What do we do in 2011? We need to learn how to prevent the synthesis of tissue androgens. When I went to medical school, this is what was known about making DHT from adrenal androgens. Three enzymes were involved; I can't remember names, so I just refer to them as the green one, the red one, and the blue one and this is pretty simple, so any drug company should be able to figure out how to block this. Here’s the barriers to understanding androgen metabolism. There are lots of enzymes; most of them have isozymes. Many of them have several different names for the same enzyme and for any urologist to understand this is a daunting task. This is what Locke and the group at Vancouver now suggest is the pathways to DHT synthesis. In yellow, is the situation when you have intact testicles and then when you lose your testicles, you make DHT from adrenal androgens. If you lose that as a source, you make them from cholesterol and then you have to worry about backdoor pathways.

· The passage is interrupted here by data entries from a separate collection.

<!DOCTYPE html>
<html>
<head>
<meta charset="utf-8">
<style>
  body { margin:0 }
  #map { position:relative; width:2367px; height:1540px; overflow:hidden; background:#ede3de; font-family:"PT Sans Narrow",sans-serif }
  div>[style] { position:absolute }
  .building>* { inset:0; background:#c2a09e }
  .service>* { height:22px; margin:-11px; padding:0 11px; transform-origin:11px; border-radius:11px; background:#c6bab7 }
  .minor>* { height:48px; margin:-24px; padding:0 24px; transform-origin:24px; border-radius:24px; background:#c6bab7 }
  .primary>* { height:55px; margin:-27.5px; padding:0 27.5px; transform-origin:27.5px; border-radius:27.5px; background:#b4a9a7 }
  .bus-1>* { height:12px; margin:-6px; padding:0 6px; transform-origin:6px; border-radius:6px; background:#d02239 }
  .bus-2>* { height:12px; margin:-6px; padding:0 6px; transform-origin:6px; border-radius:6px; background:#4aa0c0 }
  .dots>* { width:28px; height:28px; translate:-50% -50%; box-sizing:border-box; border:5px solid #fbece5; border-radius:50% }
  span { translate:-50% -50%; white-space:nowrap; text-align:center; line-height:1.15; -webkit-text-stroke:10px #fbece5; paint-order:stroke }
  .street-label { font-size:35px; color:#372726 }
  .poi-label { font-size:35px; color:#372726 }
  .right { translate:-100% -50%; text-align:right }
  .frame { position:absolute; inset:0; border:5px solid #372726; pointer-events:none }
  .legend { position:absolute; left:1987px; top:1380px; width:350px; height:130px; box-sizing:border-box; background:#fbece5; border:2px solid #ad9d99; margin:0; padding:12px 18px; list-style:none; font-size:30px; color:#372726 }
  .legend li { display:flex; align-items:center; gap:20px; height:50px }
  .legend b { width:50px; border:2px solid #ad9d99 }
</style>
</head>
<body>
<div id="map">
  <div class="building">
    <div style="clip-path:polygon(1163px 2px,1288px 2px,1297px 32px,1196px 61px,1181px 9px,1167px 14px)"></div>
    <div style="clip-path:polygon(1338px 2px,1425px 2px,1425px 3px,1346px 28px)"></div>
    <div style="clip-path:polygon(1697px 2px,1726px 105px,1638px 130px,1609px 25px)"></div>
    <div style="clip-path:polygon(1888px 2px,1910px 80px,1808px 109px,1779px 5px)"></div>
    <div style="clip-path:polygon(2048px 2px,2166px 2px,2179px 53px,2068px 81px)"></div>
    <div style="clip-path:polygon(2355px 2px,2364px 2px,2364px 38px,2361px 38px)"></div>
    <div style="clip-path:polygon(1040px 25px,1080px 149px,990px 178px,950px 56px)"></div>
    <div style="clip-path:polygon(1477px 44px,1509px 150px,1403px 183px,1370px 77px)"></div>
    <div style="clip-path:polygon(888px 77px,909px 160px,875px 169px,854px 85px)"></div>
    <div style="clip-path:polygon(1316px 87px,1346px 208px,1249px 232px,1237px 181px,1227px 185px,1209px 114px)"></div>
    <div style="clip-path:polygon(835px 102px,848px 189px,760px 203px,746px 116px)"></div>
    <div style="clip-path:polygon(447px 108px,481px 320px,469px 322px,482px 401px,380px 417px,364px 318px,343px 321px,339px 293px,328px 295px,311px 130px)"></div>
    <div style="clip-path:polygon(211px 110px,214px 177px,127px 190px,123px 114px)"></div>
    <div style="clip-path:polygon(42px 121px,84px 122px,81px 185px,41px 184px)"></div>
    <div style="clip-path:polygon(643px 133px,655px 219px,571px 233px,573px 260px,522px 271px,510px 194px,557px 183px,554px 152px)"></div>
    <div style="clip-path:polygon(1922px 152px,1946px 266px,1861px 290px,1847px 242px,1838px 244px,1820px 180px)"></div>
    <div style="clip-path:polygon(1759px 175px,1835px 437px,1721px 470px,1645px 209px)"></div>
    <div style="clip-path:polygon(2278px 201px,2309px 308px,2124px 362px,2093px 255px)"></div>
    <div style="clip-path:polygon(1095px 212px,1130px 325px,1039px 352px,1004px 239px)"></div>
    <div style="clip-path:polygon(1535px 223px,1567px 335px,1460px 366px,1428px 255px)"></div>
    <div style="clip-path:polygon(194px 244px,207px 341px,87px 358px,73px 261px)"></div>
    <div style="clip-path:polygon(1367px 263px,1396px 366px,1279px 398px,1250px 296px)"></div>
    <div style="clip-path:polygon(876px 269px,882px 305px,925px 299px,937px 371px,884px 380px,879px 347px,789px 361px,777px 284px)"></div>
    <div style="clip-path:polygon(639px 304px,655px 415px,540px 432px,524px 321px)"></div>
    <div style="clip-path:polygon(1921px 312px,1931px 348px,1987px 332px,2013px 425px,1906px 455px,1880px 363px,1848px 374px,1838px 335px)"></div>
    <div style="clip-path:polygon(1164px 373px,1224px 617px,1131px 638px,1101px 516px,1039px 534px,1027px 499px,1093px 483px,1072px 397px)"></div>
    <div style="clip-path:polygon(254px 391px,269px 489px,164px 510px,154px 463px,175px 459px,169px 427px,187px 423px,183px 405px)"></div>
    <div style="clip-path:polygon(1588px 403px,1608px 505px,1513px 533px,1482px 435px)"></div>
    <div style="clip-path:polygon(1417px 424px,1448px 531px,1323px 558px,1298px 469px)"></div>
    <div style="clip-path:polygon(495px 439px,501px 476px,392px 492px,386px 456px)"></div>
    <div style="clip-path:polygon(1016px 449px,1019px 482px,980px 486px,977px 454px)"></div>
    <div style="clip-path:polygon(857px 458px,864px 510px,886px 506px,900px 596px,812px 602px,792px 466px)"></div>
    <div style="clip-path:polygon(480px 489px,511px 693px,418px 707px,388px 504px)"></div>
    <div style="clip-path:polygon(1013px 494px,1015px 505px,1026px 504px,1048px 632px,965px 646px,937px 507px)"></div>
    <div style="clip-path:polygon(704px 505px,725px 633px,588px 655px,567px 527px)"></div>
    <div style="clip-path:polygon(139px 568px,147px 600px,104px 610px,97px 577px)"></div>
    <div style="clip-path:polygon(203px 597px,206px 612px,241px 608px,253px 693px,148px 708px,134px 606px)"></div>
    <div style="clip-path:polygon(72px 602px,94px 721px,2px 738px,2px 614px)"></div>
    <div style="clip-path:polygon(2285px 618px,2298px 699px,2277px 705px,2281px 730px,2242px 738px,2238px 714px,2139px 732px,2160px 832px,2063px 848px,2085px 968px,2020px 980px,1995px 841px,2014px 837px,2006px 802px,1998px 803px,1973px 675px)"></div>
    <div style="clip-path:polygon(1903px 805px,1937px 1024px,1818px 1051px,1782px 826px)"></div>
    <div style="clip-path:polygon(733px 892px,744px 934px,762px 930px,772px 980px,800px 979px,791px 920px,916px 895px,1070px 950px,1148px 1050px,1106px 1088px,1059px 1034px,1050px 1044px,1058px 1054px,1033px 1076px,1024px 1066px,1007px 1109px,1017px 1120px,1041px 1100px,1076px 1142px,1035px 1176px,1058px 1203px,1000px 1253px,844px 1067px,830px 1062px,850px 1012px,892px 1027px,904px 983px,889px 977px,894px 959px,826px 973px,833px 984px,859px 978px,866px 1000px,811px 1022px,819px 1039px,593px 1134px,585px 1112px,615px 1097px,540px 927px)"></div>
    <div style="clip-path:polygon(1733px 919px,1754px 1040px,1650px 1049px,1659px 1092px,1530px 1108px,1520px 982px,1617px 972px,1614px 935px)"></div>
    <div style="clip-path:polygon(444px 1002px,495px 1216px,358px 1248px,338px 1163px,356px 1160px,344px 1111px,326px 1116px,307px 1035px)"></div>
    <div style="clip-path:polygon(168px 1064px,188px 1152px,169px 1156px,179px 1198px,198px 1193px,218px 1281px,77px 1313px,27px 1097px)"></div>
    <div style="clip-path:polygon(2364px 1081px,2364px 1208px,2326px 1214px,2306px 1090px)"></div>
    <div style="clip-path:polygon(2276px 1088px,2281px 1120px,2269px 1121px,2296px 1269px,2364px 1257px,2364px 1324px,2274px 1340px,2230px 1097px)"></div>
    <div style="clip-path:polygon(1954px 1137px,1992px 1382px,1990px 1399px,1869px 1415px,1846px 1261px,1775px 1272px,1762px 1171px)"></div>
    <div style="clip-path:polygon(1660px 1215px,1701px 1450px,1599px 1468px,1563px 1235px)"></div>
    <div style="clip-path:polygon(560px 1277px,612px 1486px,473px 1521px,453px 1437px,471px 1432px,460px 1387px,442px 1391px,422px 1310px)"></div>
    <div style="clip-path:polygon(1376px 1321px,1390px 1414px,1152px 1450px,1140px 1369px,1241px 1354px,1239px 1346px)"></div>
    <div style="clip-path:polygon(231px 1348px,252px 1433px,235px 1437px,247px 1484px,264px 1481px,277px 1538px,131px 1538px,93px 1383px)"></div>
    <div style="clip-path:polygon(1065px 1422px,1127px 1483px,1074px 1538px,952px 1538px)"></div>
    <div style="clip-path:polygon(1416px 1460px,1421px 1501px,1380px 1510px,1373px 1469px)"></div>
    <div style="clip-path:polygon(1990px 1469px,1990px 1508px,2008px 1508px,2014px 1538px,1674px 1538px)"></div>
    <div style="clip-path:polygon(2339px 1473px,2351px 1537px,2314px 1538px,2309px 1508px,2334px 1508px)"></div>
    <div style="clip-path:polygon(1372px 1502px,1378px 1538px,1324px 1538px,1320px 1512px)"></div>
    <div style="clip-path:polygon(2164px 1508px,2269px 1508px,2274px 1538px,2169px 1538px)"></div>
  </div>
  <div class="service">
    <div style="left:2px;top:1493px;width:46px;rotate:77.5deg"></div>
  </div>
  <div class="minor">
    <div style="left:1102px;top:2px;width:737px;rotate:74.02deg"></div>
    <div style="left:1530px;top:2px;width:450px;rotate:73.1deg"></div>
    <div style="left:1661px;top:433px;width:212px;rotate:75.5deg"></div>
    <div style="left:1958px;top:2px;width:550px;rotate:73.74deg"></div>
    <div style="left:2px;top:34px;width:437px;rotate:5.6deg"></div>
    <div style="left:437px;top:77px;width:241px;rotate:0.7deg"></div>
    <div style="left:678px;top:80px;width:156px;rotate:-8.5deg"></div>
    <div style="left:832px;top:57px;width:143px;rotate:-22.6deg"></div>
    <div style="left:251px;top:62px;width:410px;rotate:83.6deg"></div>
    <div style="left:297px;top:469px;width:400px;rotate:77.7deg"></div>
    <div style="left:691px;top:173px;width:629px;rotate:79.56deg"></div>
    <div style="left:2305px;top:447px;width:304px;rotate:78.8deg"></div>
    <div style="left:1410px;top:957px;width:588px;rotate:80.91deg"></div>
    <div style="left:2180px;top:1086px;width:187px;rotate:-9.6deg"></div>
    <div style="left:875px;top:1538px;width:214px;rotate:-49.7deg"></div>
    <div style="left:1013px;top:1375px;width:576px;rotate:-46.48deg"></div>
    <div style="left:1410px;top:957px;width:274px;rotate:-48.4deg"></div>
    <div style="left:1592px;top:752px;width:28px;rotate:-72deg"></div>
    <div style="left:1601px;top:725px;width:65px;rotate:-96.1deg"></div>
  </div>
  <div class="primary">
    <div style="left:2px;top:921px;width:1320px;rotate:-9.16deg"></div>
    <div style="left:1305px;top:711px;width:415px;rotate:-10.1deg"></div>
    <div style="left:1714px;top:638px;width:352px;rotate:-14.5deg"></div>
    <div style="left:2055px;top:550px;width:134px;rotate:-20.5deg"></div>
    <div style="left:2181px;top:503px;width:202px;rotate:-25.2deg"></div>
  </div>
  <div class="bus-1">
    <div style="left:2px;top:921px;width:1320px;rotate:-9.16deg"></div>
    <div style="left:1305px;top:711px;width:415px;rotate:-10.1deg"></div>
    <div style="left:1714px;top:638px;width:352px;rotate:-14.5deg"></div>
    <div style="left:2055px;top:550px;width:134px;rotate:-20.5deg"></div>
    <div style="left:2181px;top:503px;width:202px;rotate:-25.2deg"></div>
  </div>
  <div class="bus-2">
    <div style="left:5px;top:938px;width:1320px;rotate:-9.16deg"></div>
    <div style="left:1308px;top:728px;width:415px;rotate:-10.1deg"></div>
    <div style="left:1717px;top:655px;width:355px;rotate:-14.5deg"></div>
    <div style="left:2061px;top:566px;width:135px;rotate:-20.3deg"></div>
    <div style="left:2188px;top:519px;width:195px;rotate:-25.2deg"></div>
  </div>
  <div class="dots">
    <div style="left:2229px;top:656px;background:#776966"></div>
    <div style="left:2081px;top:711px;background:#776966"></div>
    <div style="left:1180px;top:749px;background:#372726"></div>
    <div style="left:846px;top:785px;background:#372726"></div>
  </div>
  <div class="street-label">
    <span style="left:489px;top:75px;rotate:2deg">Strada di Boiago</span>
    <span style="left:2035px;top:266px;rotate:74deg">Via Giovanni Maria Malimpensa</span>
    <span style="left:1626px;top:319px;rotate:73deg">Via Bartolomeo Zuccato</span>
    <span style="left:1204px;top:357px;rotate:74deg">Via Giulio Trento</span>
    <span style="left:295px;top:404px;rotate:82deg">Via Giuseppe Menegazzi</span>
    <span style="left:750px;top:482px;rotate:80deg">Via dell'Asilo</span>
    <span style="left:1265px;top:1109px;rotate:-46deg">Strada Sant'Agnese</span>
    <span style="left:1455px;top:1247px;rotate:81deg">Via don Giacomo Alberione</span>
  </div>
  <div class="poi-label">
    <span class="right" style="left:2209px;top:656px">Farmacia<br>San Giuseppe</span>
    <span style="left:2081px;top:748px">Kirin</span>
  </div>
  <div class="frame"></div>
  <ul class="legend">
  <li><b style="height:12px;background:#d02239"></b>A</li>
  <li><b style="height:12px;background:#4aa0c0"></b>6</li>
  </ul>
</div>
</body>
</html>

This has become very complicated but common to the synthesis, is the need for SIP21 to turn your adrenaline androgens into DHT and this is now led pharma to develop 3 new drugs that show great promise for treatment of advanced prostate cancer. The first to be published in a Phase 3 clinical trial, abiraterone, shows an extension of survival in men who have failed taxotere for castration-recurrent prostate cancer. We can apply science to understanding these pathways better and this is our current mass spectrometry assay that measures simultaneously eight androgens, abiraterone and abiraterone Acetate. We can use this to study on how to better block these androgen metabolism pathways.
Here’s testosterone in testicles; the green is from adrenal androgens—there’s all the way from cholesterol, there’s the backdoor pathway, and we are now proposing through overexpression of 5 alpha reductase 3 that this is even more complicated—that there’s a degradative pathway that prostate cancer uses to make DHT. So attacking androgen metabolism is a daunting task but one that should be pursued.
I always point out to everybody that I’m the conductor of an orchestra. I don’t really know how to do much of anything; I just think up the ideas and these are all the people that contributed to the work that I just blew through in 10 minutes and 15 seconds. Notice at the bottom the support, NCI, NIA, and of course DoD. Thank you.